Prompt: Write down exactly the lines of the records below, beginning with the first and ending with the line that includes "height:4px; margin-top:-2px; transform-origin:0;".

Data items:

◇ ◇ ◇ ◇ ◇

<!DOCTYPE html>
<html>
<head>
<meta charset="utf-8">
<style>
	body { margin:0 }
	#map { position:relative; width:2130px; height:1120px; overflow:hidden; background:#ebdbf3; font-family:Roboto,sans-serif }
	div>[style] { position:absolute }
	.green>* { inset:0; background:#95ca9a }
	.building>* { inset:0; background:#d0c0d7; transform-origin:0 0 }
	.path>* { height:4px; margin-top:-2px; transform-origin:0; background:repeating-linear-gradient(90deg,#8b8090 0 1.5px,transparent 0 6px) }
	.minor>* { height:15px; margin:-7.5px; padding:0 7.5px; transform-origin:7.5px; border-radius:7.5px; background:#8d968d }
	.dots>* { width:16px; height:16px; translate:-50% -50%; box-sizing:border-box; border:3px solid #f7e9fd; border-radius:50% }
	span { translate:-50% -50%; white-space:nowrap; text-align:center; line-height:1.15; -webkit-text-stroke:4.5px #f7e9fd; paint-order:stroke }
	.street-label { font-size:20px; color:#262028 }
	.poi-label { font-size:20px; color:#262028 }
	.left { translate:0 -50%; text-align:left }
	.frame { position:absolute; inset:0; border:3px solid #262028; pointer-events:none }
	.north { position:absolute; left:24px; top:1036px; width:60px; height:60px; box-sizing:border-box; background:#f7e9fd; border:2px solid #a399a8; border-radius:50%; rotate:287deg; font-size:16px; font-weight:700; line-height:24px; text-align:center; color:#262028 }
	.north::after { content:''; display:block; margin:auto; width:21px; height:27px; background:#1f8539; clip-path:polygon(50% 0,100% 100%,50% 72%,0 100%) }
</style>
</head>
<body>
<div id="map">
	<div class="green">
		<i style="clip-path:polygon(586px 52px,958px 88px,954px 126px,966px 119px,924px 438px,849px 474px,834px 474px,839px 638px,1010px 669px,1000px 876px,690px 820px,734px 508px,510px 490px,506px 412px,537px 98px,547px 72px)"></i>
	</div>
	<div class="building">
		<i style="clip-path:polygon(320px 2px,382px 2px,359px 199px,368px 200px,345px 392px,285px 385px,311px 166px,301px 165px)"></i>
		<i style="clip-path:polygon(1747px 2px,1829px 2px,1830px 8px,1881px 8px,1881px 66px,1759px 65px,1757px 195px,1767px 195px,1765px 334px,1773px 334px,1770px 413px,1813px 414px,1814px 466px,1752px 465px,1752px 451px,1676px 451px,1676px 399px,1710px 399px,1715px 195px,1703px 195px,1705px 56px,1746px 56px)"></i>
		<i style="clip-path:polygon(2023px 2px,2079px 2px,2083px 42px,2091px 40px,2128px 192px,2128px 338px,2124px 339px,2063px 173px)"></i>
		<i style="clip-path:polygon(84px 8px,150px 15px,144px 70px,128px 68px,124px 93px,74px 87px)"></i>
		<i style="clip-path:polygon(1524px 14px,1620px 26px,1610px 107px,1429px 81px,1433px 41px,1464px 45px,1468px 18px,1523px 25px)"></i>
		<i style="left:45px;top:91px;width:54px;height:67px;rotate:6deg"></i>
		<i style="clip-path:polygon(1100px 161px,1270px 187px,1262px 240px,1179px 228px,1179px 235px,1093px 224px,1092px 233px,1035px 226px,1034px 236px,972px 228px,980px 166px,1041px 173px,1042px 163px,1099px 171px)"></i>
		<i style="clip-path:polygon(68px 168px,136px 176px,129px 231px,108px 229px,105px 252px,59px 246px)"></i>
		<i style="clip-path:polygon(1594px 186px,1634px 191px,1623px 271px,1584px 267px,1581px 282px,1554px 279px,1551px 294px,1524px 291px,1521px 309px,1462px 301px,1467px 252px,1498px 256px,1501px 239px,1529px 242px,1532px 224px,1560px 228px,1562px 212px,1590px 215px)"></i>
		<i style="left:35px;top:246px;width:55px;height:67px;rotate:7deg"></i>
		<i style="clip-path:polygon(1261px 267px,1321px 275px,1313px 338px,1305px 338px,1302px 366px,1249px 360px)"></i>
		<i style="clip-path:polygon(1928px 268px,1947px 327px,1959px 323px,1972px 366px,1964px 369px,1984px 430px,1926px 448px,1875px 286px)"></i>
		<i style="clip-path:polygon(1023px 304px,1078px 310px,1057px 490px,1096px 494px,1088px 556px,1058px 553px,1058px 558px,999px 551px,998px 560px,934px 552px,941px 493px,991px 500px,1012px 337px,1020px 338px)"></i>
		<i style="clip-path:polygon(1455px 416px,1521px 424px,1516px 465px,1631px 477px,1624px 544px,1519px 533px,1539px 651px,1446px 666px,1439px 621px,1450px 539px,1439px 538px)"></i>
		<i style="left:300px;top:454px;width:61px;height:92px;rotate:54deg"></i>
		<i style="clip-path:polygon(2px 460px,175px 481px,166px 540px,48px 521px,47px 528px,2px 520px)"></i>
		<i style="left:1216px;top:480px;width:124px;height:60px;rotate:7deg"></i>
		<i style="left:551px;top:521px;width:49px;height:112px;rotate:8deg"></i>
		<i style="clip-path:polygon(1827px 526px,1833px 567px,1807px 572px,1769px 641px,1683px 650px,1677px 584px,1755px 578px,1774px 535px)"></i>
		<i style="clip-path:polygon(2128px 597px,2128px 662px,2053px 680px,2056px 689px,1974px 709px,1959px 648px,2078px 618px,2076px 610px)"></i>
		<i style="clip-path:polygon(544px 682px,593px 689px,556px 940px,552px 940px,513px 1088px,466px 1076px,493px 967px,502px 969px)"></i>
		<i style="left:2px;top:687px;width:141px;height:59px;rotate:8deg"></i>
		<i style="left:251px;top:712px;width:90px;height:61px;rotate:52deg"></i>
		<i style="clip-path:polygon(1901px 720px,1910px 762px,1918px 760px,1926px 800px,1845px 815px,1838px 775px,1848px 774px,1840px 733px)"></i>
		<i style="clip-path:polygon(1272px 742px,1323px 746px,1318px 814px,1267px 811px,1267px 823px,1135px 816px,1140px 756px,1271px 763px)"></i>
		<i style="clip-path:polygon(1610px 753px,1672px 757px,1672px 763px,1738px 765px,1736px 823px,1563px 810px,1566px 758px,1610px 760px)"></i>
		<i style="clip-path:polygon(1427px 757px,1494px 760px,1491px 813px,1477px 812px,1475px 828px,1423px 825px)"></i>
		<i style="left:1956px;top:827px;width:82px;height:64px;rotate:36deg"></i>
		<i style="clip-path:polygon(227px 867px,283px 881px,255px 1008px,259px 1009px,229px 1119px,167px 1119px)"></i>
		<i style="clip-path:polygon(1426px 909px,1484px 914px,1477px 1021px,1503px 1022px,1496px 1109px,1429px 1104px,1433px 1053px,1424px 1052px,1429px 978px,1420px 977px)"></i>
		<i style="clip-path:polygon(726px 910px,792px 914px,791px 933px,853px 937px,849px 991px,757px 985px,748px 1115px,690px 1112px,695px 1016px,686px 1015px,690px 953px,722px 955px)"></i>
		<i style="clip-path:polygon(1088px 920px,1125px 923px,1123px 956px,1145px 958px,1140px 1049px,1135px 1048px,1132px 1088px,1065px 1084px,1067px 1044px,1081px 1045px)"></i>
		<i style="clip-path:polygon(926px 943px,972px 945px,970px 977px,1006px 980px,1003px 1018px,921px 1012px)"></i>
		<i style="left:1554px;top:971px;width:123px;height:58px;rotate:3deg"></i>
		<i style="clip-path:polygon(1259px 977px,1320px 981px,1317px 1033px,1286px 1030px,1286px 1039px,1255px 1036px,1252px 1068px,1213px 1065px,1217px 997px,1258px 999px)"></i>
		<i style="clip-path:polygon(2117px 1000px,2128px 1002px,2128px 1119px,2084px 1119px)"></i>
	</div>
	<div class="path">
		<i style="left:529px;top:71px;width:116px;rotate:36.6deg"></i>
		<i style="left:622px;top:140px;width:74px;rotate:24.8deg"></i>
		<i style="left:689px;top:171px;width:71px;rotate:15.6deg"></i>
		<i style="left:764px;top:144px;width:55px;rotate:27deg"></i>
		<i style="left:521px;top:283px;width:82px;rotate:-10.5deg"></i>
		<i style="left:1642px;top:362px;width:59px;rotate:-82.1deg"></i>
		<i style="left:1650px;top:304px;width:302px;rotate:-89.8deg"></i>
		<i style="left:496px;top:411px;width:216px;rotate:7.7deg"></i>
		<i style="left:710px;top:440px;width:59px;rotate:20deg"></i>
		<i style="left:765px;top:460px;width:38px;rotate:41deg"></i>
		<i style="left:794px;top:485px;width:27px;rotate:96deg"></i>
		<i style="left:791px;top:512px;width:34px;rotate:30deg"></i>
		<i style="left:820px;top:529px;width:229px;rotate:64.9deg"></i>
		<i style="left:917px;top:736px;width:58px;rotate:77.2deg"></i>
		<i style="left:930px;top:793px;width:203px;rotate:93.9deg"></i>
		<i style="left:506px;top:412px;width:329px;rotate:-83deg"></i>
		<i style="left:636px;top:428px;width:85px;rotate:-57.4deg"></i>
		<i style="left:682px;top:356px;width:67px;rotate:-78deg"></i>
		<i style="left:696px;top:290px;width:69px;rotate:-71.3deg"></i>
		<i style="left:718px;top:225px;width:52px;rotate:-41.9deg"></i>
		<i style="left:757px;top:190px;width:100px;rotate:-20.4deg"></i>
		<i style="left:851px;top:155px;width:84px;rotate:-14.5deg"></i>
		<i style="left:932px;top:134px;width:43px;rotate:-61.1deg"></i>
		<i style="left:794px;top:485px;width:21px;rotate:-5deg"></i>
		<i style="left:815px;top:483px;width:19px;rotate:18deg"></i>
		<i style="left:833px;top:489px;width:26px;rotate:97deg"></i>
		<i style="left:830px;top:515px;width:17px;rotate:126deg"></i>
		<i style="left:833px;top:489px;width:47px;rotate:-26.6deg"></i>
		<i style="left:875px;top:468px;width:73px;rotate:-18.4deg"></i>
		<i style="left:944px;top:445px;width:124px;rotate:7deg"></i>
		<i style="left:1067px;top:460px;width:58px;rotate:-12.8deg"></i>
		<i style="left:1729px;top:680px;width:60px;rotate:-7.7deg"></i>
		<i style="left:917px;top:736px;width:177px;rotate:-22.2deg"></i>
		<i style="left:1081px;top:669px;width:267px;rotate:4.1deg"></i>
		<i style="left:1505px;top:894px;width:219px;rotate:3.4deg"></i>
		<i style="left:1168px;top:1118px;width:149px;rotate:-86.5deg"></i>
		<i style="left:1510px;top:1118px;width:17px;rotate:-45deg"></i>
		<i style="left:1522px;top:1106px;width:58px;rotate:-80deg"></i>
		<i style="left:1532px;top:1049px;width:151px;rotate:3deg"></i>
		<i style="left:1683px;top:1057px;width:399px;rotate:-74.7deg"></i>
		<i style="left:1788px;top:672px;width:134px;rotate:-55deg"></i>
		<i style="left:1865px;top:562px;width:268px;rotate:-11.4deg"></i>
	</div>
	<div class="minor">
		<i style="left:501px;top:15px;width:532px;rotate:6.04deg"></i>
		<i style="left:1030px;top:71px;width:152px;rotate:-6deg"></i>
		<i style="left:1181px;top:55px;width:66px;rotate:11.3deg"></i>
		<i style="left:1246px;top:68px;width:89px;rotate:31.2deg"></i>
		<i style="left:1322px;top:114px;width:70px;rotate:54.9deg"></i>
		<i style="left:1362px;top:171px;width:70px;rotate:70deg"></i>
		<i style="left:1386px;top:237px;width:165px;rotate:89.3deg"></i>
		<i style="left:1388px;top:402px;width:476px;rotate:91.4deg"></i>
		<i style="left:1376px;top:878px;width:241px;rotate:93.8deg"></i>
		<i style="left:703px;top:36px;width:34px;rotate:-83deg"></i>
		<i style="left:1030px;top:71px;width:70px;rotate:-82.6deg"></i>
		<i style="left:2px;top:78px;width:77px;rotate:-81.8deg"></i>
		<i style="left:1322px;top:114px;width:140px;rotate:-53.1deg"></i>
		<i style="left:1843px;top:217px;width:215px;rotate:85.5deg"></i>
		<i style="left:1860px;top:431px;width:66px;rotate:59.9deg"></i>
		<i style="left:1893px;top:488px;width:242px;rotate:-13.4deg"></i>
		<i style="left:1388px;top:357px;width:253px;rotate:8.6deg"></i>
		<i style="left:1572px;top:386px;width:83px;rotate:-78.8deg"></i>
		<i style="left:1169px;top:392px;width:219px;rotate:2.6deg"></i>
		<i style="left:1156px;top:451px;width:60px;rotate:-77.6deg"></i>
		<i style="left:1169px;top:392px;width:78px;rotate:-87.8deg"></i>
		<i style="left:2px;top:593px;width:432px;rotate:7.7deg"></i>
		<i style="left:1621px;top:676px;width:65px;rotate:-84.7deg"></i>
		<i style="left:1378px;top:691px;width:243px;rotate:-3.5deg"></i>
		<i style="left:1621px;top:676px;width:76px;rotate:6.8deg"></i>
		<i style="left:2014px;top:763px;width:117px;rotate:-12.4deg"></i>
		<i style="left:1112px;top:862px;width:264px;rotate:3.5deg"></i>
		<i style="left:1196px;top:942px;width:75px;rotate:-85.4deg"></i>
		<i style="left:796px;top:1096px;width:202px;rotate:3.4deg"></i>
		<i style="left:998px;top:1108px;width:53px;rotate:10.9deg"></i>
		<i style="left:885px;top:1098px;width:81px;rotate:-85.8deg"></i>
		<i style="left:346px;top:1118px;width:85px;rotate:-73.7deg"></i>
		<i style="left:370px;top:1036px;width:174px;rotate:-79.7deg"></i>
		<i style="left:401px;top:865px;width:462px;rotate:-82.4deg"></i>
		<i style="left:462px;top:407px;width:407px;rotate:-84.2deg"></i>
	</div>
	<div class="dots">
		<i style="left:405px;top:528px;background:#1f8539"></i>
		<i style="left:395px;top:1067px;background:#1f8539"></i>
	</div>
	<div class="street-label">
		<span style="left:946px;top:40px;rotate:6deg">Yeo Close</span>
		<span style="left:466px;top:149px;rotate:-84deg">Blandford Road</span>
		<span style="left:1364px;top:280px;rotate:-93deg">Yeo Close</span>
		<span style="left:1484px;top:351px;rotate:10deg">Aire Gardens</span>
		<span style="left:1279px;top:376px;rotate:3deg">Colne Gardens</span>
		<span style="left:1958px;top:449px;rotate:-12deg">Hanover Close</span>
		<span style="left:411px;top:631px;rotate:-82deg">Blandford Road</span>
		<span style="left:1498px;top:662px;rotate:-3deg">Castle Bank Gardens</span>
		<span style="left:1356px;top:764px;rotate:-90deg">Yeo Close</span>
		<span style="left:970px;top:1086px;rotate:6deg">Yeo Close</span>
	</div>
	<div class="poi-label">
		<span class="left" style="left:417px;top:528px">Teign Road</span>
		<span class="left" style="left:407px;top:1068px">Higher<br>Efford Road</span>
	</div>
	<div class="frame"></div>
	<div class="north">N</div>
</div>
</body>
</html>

◇ ◇ ◇ ◇ ◇

Completed task:
<!DOCTYPE html>
<html>
<head>
<meta charset="utf-8">
<style>
	body { margin:0 }
	#map { position:relative; width:2130px; height:1120px; overflow:hidden; background:#ebdbf3; font-family:Roboto,sans-serif }
	div>[style] { position:absolute }
	.green>* { inset:0; background:#95ca9a }
	.building>* { inset:0; background:#d0c0d7; transform-origin:0 0 }
	.path>* { height:4px; margin-top:-2px; transform-origin:0; background:repeating-linear-gradient(90deg,#8b8090 0 1.5px,transparent 0 6px) }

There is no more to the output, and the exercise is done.